Booting this monster up was the morning ritual, together with getting the coffee machine brewing and opening the blinds. Sometimes I hear a similar sound of an electric motor fighting inertia, and it always takes me back to those days.
Or you could get a secondary mechanical HDD :-P. Last year i got a 18TB mechanical HDD for extra storage in my desktop and the noises it makes are like as if the platter is made of stone and the headers are digging it to store the data :-P. After 10+ years of using only SSDs - and the HDD being quite more noisier than the HDDs i used for most of the late 2000s - the clonky mechanical sounds were outright nostalgic.
Some "new" hdds are absolutely insanely loud.. I got some recently where having 3 in an otherwise quiet case made them very audible from the other end of the house! I sent them back.
Looking at the datasets for the WD Red Pro for example, there's idle/peak dBa from 34/38 for the 10TB to 20/32 for the 20TB
34 dBa idle. Are you kidding me?
I ended up settling on the 18TB btw, as that's all there was at the time, 20/36 dBa.. and quite happy with them, and they're "normal loud". Noticable sitting next to the pc, more so when active, but not from more than a few metres away - and ZFS doing a scrub no longer sounds like a an industrial accident either, so thats nice.

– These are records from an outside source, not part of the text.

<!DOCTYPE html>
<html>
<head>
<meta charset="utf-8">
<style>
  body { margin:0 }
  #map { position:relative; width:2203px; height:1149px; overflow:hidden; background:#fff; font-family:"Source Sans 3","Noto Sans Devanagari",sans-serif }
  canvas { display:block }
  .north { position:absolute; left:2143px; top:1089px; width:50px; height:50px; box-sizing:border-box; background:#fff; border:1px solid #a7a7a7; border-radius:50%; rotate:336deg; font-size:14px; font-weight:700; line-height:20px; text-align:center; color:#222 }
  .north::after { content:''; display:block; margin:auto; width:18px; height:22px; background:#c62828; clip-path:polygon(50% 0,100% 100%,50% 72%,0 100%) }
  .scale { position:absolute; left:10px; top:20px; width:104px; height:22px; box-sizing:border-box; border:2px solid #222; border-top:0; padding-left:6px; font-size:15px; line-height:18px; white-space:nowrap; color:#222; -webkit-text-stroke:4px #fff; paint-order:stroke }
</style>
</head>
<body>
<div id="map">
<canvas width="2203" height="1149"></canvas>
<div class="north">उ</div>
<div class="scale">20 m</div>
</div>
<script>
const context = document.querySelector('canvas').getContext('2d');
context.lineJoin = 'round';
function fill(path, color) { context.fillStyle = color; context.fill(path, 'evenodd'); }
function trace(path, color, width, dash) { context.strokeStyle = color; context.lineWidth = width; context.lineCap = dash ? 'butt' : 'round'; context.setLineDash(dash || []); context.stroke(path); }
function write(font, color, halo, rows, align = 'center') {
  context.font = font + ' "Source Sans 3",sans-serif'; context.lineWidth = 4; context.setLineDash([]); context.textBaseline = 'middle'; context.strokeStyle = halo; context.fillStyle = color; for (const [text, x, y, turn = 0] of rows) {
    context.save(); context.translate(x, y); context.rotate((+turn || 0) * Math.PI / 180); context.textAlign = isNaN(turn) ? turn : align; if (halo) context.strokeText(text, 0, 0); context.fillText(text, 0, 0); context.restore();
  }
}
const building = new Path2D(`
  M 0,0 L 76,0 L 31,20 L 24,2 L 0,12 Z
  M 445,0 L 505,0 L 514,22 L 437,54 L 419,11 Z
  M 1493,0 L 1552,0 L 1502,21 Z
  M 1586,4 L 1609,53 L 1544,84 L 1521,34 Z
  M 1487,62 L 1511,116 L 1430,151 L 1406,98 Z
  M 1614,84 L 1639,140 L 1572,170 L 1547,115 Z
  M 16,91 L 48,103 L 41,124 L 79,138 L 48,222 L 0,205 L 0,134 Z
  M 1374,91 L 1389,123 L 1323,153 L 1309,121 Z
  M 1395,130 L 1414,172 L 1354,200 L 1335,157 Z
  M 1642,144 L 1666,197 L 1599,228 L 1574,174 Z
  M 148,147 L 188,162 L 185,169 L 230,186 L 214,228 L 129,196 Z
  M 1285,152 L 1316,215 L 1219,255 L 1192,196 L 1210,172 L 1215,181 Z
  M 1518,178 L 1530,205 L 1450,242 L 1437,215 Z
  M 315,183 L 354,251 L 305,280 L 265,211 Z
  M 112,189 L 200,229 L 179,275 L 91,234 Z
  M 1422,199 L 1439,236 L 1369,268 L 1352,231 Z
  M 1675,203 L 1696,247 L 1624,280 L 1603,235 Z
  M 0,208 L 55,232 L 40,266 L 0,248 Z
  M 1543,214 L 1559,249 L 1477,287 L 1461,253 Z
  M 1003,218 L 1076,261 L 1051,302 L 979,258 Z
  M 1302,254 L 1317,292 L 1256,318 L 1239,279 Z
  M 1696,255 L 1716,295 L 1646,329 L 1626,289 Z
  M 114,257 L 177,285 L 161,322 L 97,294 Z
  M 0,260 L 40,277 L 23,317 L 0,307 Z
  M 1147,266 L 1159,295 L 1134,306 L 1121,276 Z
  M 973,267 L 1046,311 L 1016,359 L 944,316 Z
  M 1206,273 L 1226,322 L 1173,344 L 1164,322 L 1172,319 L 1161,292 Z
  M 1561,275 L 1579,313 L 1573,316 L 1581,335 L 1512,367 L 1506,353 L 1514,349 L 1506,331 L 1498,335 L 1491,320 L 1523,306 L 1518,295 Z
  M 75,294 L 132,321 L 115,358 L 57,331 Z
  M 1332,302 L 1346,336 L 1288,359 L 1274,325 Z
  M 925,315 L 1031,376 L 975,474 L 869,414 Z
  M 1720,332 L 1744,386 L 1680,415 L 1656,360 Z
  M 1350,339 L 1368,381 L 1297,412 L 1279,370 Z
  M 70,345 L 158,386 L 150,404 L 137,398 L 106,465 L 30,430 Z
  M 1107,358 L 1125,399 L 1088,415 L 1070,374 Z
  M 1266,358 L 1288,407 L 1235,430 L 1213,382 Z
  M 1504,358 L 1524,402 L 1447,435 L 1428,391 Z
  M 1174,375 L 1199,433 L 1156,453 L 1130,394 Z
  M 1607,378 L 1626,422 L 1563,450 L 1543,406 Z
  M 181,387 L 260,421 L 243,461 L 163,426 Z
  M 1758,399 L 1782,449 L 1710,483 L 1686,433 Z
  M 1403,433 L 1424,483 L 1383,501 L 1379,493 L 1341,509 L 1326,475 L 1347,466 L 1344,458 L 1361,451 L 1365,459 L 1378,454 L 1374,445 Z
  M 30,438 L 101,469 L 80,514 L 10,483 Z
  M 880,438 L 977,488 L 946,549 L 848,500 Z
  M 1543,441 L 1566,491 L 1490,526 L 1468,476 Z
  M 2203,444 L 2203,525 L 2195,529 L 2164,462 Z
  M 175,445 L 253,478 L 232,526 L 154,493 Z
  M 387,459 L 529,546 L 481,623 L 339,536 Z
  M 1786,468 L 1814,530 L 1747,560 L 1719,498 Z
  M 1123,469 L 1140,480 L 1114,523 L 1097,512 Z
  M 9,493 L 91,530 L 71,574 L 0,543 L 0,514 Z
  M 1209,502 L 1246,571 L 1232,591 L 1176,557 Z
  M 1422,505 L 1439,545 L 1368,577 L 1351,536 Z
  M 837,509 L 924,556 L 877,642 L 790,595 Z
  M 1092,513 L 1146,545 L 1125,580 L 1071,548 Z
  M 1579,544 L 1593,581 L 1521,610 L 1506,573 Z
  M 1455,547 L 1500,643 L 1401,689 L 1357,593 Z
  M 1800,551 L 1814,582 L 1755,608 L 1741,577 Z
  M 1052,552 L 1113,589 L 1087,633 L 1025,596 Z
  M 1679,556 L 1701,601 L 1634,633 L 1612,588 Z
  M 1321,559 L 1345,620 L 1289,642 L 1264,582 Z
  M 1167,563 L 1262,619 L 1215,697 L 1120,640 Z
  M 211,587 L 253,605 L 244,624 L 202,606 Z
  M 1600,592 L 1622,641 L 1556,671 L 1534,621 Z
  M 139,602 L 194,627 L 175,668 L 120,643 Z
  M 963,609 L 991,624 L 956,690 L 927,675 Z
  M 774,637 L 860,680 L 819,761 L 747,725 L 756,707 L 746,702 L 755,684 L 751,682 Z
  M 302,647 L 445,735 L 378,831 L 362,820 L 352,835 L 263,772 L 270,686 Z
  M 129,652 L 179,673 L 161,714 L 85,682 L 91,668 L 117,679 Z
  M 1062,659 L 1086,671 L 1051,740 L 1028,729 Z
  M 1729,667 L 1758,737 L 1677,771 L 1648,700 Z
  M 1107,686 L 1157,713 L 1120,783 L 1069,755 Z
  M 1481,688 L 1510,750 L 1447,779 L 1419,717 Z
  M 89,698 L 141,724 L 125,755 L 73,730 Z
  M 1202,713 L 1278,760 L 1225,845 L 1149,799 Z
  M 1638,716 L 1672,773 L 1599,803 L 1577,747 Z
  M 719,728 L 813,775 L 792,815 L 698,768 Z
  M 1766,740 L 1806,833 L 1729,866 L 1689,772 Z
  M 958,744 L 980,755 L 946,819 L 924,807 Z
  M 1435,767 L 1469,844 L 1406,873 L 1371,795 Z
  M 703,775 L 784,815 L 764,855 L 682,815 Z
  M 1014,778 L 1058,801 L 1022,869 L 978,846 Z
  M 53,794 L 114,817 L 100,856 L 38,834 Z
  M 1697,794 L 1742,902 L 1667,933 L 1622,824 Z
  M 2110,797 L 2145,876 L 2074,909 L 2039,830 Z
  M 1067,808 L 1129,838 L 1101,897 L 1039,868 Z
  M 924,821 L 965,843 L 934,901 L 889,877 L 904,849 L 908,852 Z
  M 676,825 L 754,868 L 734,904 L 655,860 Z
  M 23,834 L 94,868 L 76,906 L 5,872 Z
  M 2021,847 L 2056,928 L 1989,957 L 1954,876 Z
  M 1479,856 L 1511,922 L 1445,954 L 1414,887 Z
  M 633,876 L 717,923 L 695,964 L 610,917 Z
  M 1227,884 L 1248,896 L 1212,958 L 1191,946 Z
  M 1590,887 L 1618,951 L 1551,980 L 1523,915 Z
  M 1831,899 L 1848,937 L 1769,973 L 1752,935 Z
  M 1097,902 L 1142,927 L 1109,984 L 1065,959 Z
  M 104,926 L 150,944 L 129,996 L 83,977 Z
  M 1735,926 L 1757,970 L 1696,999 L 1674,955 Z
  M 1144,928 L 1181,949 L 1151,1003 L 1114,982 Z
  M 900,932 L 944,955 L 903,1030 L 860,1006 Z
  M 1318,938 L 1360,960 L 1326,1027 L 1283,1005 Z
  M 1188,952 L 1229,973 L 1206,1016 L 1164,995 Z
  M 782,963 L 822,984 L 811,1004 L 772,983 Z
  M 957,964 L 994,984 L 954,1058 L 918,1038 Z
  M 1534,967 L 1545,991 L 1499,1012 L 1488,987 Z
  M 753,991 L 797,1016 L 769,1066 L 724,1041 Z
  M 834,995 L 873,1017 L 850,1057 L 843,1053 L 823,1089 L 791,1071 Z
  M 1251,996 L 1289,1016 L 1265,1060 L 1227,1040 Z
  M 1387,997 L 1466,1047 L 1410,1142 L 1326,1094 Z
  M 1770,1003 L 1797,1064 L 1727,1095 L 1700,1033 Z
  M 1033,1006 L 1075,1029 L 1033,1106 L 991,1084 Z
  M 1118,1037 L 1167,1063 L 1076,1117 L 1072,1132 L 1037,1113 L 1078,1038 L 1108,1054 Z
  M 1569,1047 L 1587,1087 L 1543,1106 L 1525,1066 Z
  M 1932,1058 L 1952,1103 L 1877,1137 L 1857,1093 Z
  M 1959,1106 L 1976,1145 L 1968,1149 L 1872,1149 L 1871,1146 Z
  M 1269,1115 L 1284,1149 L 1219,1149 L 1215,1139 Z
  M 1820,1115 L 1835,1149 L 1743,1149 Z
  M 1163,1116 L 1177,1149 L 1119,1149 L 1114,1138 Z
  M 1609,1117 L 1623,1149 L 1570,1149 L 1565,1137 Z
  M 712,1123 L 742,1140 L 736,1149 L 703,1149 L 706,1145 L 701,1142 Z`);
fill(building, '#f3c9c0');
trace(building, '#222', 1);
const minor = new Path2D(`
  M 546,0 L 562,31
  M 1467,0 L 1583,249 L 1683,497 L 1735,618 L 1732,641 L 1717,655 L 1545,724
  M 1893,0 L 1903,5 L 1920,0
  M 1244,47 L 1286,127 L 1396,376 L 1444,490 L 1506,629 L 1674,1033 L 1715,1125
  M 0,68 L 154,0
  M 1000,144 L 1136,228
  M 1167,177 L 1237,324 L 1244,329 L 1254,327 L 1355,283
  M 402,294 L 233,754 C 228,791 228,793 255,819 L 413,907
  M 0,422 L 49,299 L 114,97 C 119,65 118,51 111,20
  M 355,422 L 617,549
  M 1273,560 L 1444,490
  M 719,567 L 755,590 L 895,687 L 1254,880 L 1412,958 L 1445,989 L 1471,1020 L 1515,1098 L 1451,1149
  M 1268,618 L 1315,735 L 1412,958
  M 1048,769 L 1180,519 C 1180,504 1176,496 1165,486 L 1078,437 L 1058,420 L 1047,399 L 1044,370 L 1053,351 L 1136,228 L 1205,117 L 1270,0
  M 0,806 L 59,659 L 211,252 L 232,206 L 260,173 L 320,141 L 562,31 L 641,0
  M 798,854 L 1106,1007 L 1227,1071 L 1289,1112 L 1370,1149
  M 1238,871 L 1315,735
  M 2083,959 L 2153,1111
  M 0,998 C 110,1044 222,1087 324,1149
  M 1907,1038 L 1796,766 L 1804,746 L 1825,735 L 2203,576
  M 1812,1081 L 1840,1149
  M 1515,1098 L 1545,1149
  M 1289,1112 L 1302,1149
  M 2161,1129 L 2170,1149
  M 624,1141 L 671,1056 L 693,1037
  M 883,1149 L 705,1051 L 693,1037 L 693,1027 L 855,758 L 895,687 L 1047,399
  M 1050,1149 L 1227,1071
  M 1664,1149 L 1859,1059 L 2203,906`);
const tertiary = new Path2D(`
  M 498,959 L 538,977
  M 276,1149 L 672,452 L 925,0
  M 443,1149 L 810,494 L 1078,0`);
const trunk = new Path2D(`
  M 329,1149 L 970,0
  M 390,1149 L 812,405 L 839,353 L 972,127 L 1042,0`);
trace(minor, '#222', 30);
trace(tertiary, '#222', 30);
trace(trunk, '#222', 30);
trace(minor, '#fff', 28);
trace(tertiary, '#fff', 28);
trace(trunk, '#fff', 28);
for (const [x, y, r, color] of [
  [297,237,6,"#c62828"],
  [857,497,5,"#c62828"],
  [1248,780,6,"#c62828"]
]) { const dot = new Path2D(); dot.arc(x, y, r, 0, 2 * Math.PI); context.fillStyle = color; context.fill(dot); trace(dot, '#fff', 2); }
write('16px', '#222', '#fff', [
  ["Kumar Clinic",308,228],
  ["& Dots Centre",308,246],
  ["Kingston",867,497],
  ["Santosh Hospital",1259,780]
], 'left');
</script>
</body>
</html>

Most hard drives have a very little known feature called “Advanced Acoustic Management” that allows you to inform the firmware of the drive that you want to prioritize noise over seek speed, and it will gently accelerate and decelerate the moving heads.
Enterprise-oriented HDDs (which I assume includes your 18TB one) are a lot noisier than their desktop counterparts. I'd expect that e.g. a 3TB WD Blue would be virtually inaudible compared to your drive.
Yeah it is a datacenter HDD and noise isn't much of an issue there i assume. I have a couple of other systems with mechanical HDDs that are barely audible, but they aren't 18TB either :-P.
I bought that one because it was big, relatively cheap and read on /r/DataHoarder that datacenter HDDs are slightly less likely to have issues (not sure how realistic vs superstition that might be though, main reason i got it was because it was big).
I don't even care about the noise but I would want a mechanical drive because I suspect it will last longer. Most of my hard drives from the early 90s still work. When they fail, they fail gracefully--just mark a few sectors as bad, maybe replace a part of the head. I view most non-mechanical hard drives these days the same as cd-roms, usb sticks, etc., they can't be relied on for long-term storage.
I recall once noticing that my hard drive was acting a little funny. Every few seconds, it would do a little work and flash my HDD light. This was an ancient version of Windows, and I wasn't running anything fancy in the background.
Yup. I remember once with my desktop trying to figure out why it took like 10 seconds to access the D drive. I listened and could hear it trying repeatedly to whir up before it finally did. I don’t miss the tech but I miss the ambience.